TASK TO COMPLETE: Produce an exact copy of the lines from the line that contains "For a GIS import: Describe" to the end of the listing below.

DATA SHOWN:
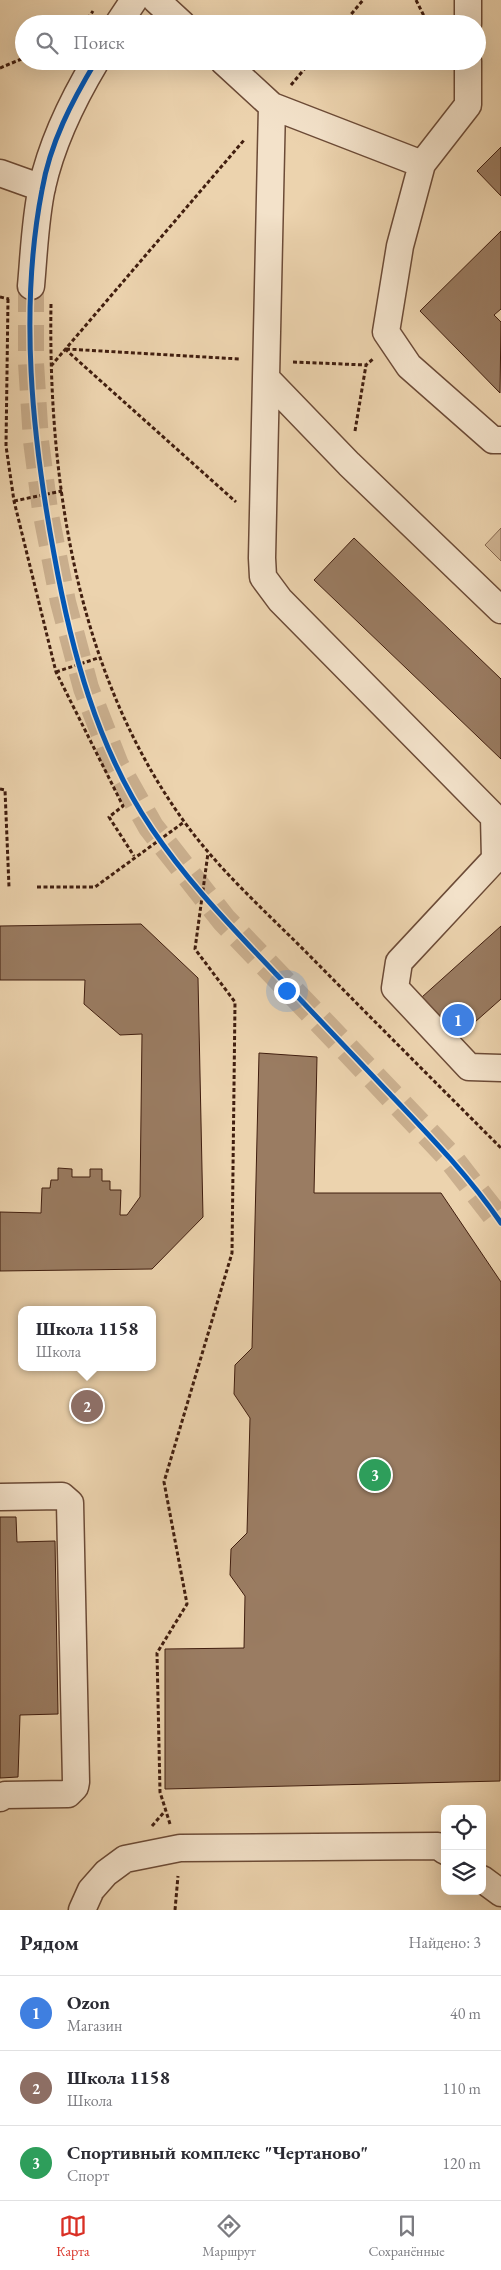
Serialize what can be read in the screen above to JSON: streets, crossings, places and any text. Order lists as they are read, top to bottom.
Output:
{
  "page": {
    "search": "Поиск",
    "pins": ["1", "2", "3"],
    "popup": ["Школа 1158", "Школа"],
    "heading": ["Рядом", "Найдено: 3"],
    "list": [
      {
        "mark": "1",
        "name": "Ozon",
        "note": "Магазин",
        "value": "40 m"
      },
      {
        "mark": "2",
        "name": "Школа 1158",
        "note": "Школа",
        "value": "110 m"
      },
      {
        "mark": "3",
        "name": "Спортивный комплекс \"Чертаново\"",
        "note": "Спорт",
        "value": "120 m"
      }
    ],
    "nav": ["Карта", "Маршрут", "Сохранённые"]
  }
}
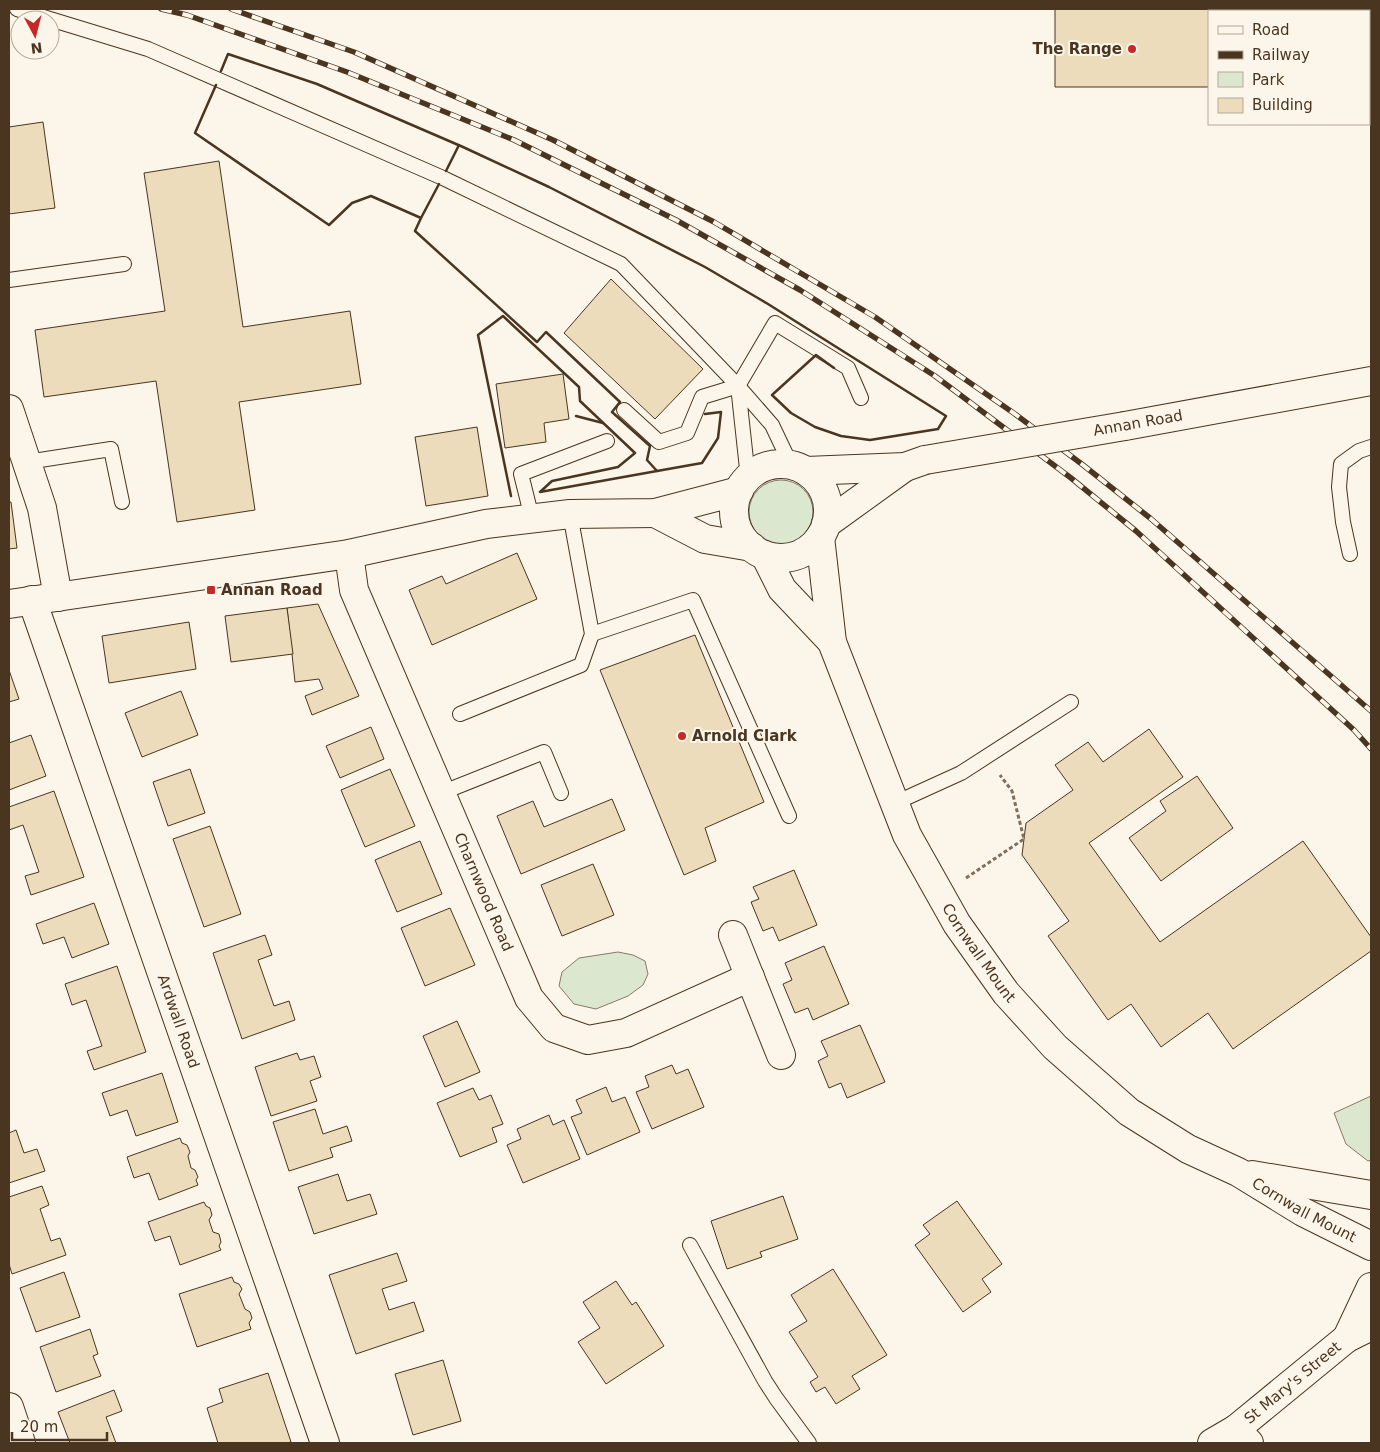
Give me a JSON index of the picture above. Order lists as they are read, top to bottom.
{
  "streets": {
    "street": [
      "Annan Road",
      "Charnwood Road",
      "Cornwall Mount",
      "Ardwall Road",
      "St Mary's Street"
    ]
  },
  "crossings": [
    ["Annan Road", "Cornwall Mount"]
  ],
  "places": {
    "other": ["The Range", "Arnold Clark"],
    "transit": ["Annan Road"]
  },
  "legend": [
    "Road",
    "Railway",
    "Park",
    "Building"
  ],
  "scale_bar": "20 m",
  "north": "bottom"
}
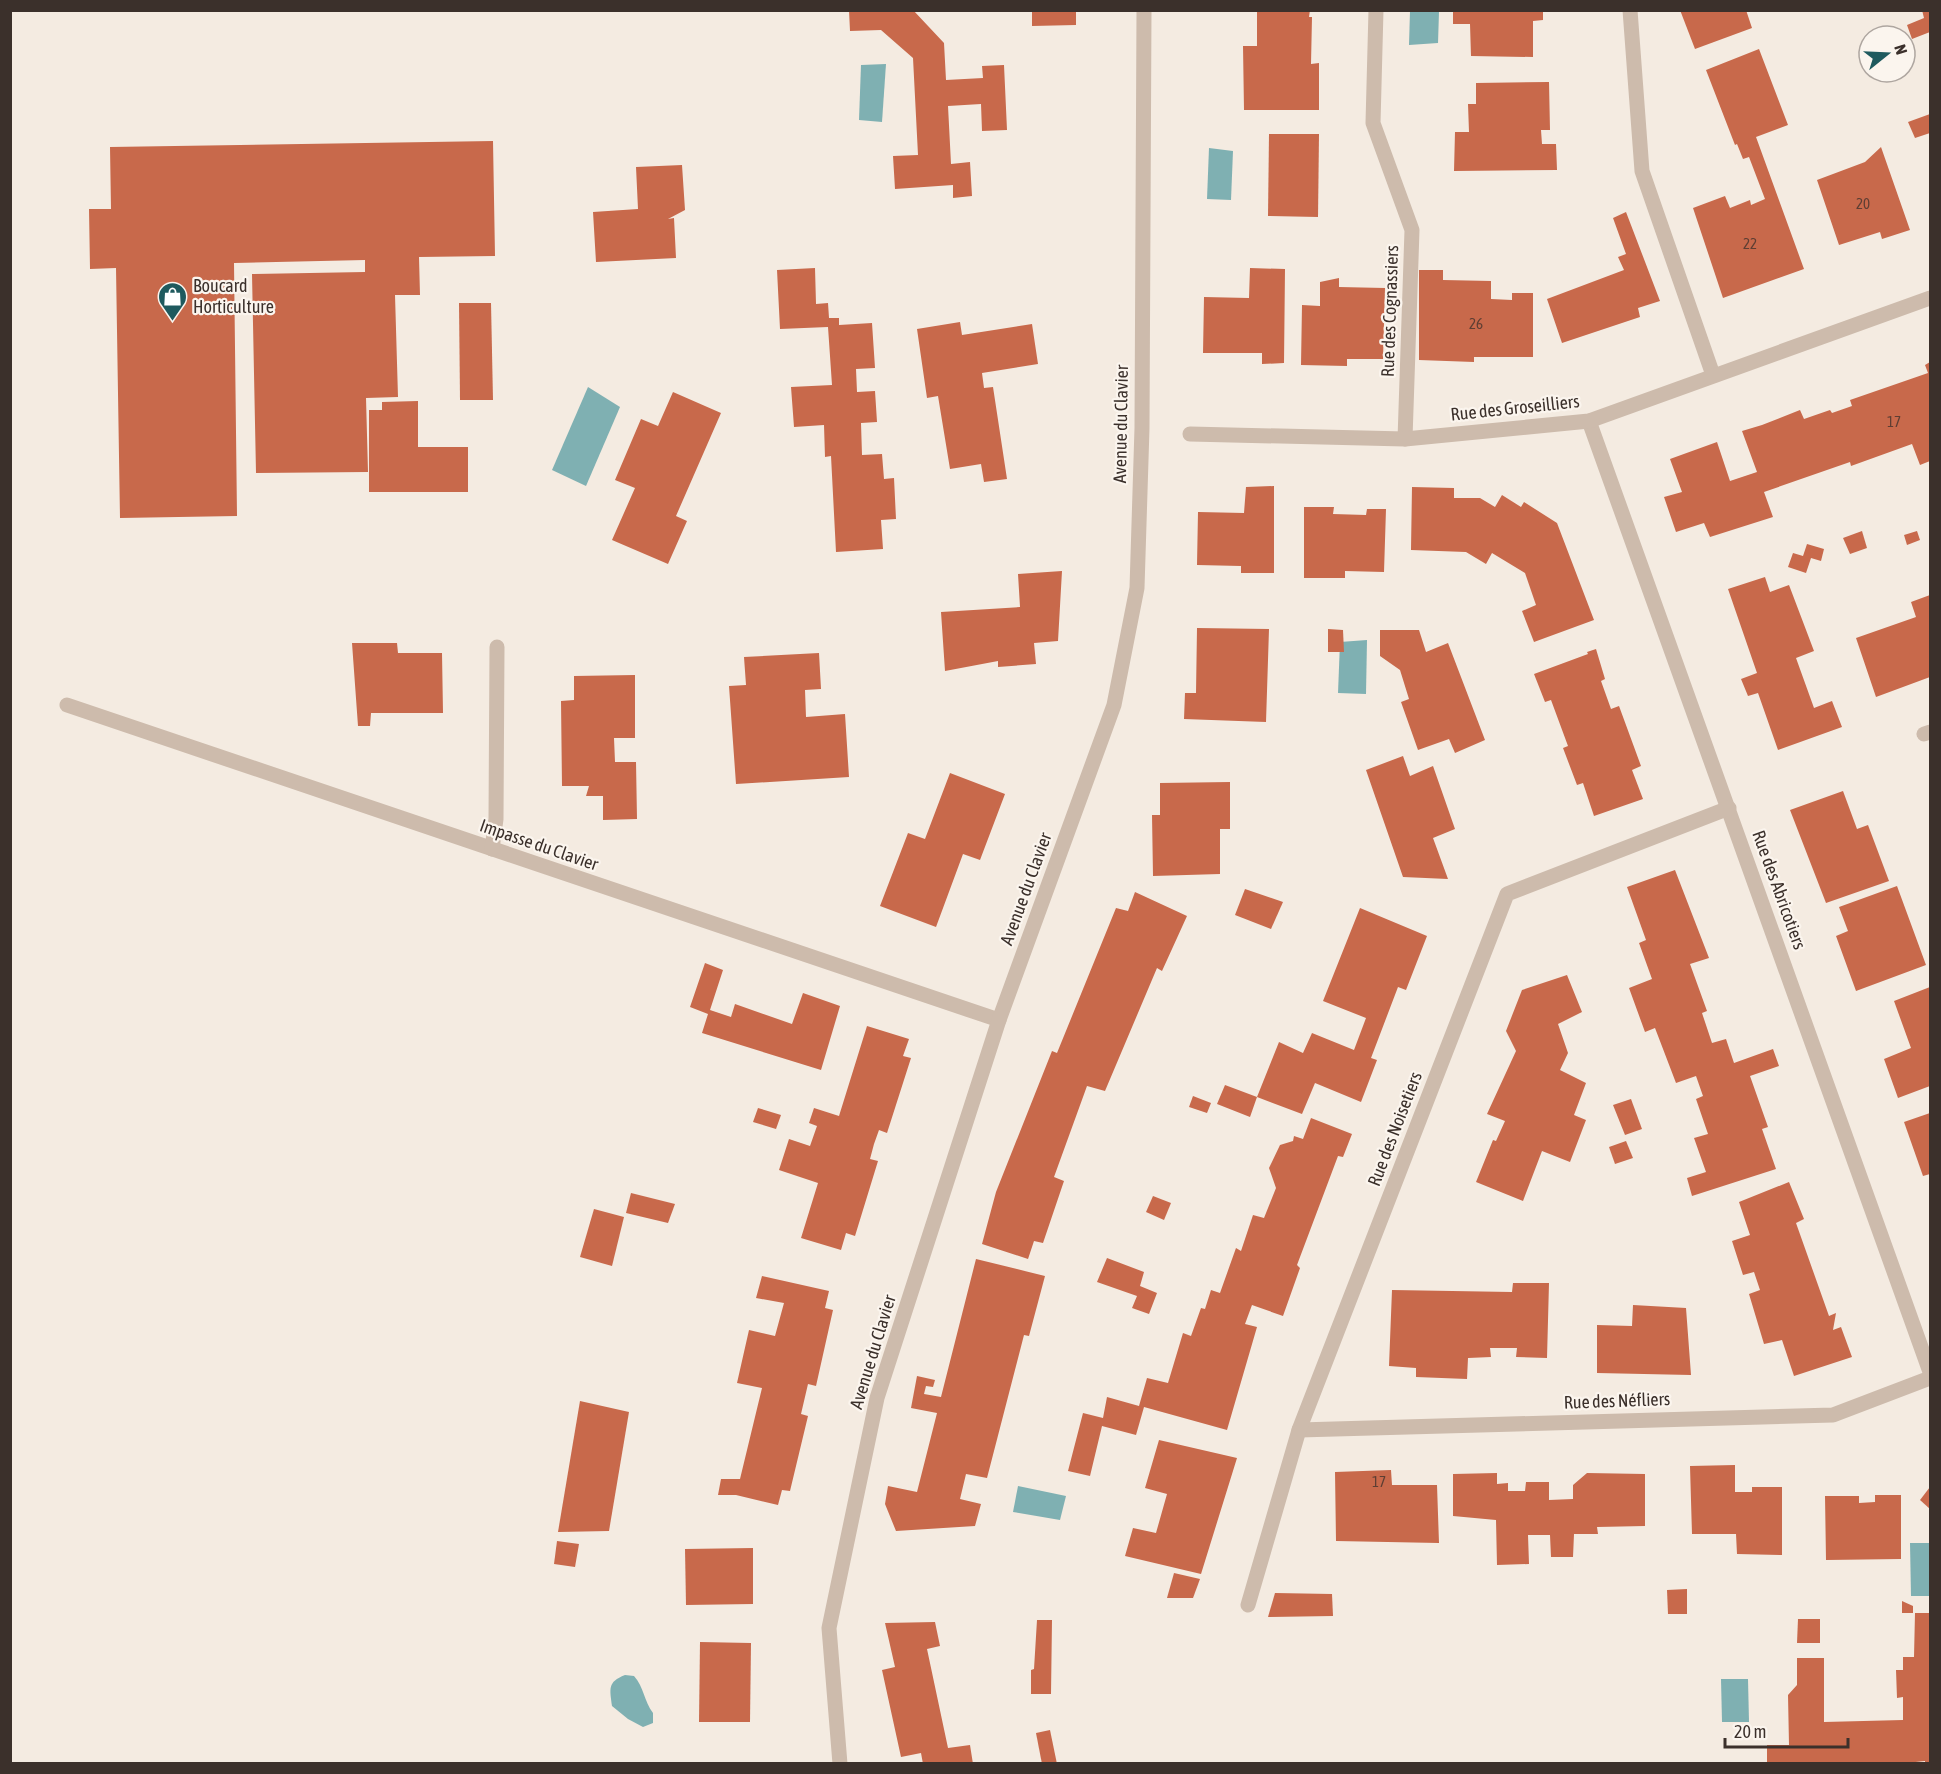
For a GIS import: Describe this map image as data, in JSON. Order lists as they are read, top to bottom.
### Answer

EXPECTED ANSWER:
For a GIS import: Describe this map image as data, in JSON. Order lists as they are read, top to bottom.
### Answer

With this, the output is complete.